Please find the lines in the entries below that contain the word "Tournez", and copy each one.
[Start of Attachment]
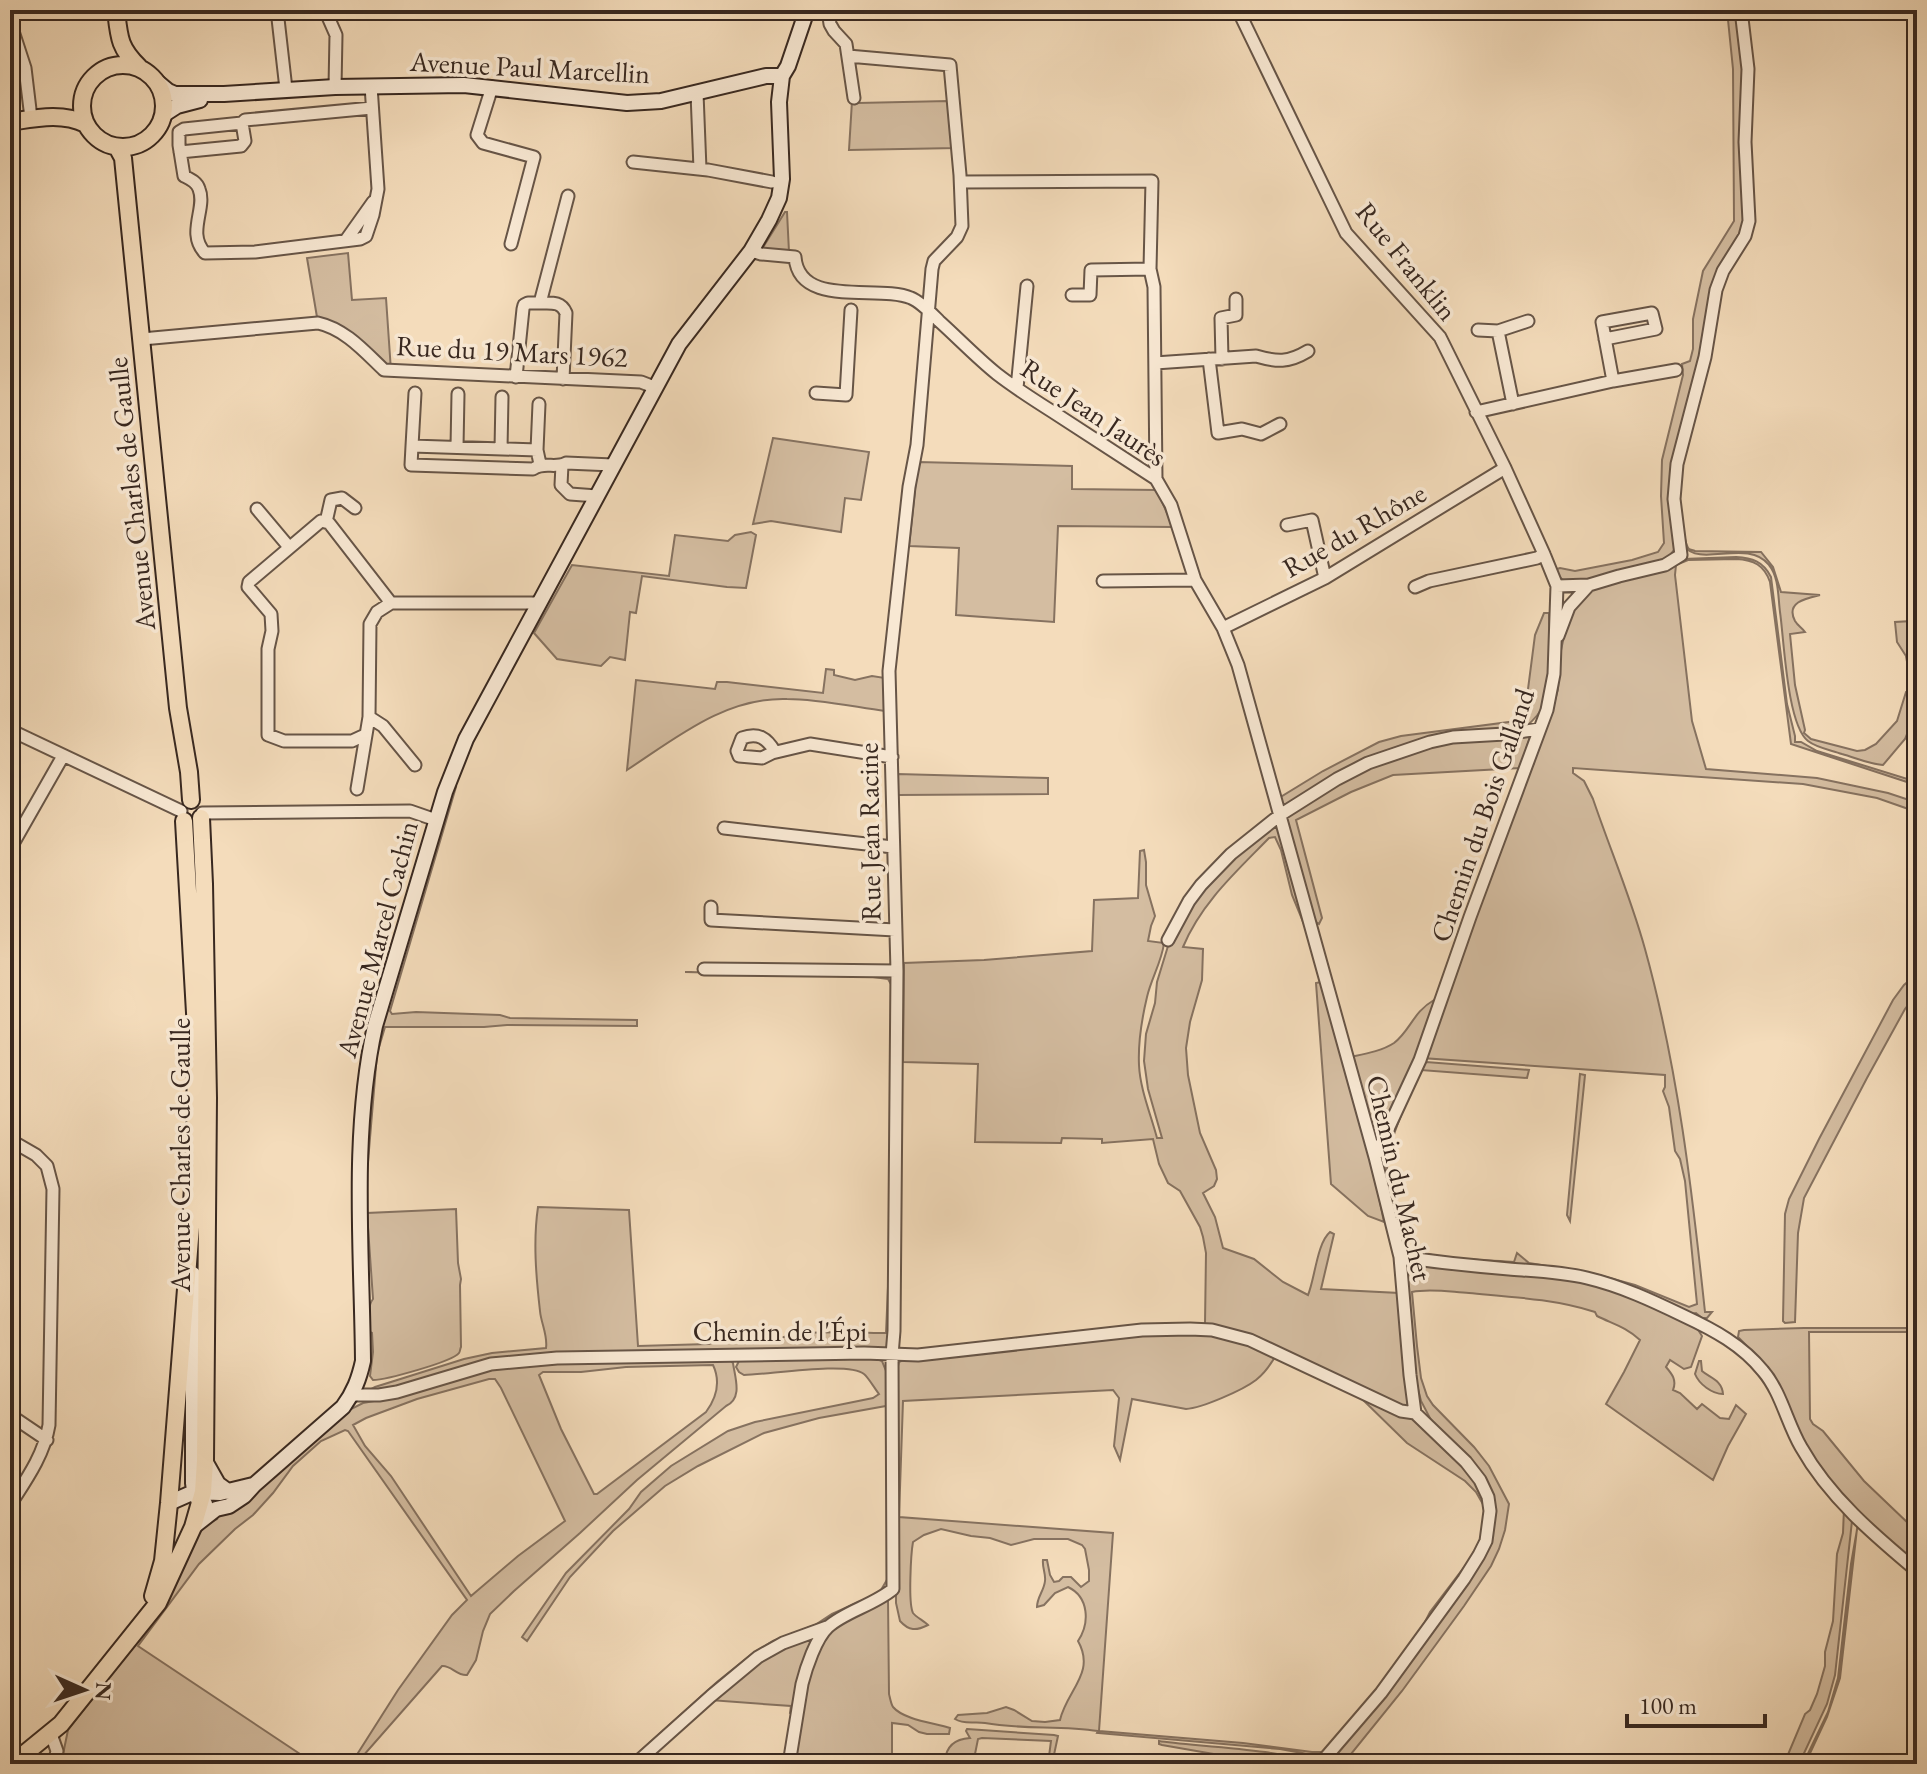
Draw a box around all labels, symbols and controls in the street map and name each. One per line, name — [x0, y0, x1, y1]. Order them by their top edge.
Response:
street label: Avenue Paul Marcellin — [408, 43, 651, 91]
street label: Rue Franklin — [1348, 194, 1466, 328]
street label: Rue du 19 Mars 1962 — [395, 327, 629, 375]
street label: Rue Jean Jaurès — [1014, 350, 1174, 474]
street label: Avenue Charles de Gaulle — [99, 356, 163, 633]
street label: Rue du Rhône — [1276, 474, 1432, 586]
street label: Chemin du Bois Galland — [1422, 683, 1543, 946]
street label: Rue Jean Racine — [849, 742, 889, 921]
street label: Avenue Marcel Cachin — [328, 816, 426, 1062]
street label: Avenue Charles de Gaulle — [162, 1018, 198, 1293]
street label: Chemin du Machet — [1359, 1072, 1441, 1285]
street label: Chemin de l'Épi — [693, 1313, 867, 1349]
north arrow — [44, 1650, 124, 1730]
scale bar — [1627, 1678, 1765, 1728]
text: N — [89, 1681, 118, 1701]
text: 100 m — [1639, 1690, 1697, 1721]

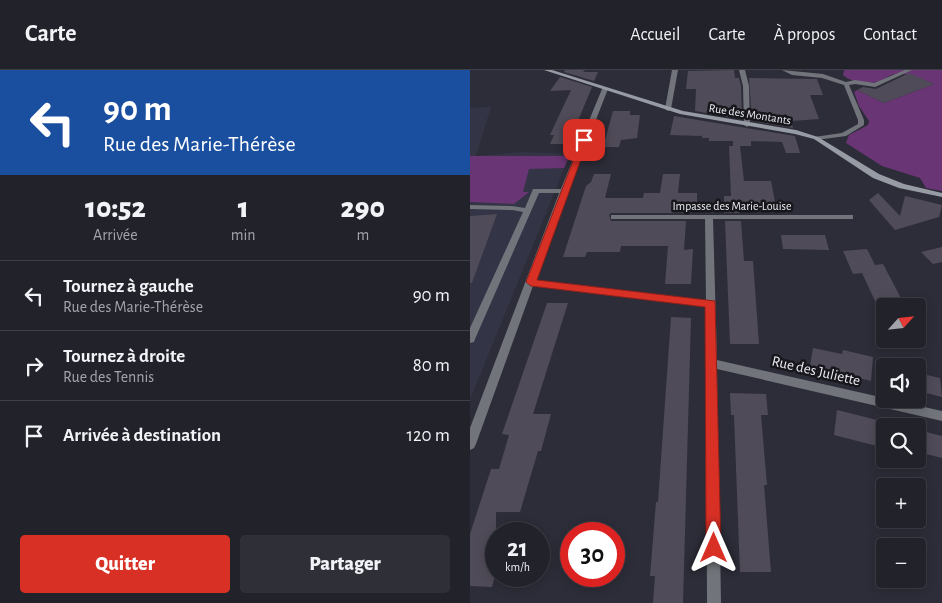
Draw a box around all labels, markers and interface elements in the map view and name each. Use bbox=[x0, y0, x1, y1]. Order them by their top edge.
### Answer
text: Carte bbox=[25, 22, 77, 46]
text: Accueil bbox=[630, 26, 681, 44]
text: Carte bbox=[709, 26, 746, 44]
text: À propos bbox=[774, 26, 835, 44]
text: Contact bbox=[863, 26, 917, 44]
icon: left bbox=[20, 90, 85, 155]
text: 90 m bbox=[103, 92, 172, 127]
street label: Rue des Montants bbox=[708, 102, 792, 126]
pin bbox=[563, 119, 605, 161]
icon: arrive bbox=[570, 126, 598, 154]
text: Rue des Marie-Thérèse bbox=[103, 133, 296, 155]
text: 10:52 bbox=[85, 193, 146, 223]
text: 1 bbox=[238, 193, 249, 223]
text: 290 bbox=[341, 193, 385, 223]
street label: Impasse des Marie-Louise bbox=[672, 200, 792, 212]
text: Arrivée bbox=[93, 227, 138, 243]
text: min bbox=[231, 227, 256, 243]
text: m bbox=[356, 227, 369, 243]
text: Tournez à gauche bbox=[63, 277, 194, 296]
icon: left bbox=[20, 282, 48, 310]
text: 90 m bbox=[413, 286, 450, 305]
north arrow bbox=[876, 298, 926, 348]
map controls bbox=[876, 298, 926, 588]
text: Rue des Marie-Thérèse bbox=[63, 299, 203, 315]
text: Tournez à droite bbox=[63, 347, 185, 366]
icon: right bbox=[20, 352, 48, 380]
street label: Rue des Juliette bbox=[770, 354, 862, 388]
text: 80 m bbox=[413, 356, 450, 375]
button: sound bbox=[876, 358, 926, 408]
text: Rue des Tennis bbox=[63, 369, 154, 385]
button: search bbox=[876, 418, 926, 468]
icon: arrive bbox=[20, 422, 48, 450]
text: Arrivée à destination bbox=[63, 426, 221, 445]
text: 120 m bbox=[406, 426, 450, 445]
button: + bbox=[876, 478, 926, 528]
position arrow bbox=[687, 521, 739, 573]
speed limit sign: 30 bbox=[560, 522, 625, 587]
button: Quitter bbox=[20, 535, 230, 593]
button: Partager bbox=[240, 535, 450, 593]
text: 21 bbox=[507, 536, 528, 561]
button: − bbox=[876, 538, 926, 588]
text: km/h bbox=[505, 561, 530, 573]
[End of Attachment]
Expected output:
text: Tournez à gauche bbox=[63, 277, 194, 296]
text: Tournez à droite bbox=[63, 347, 185, 366]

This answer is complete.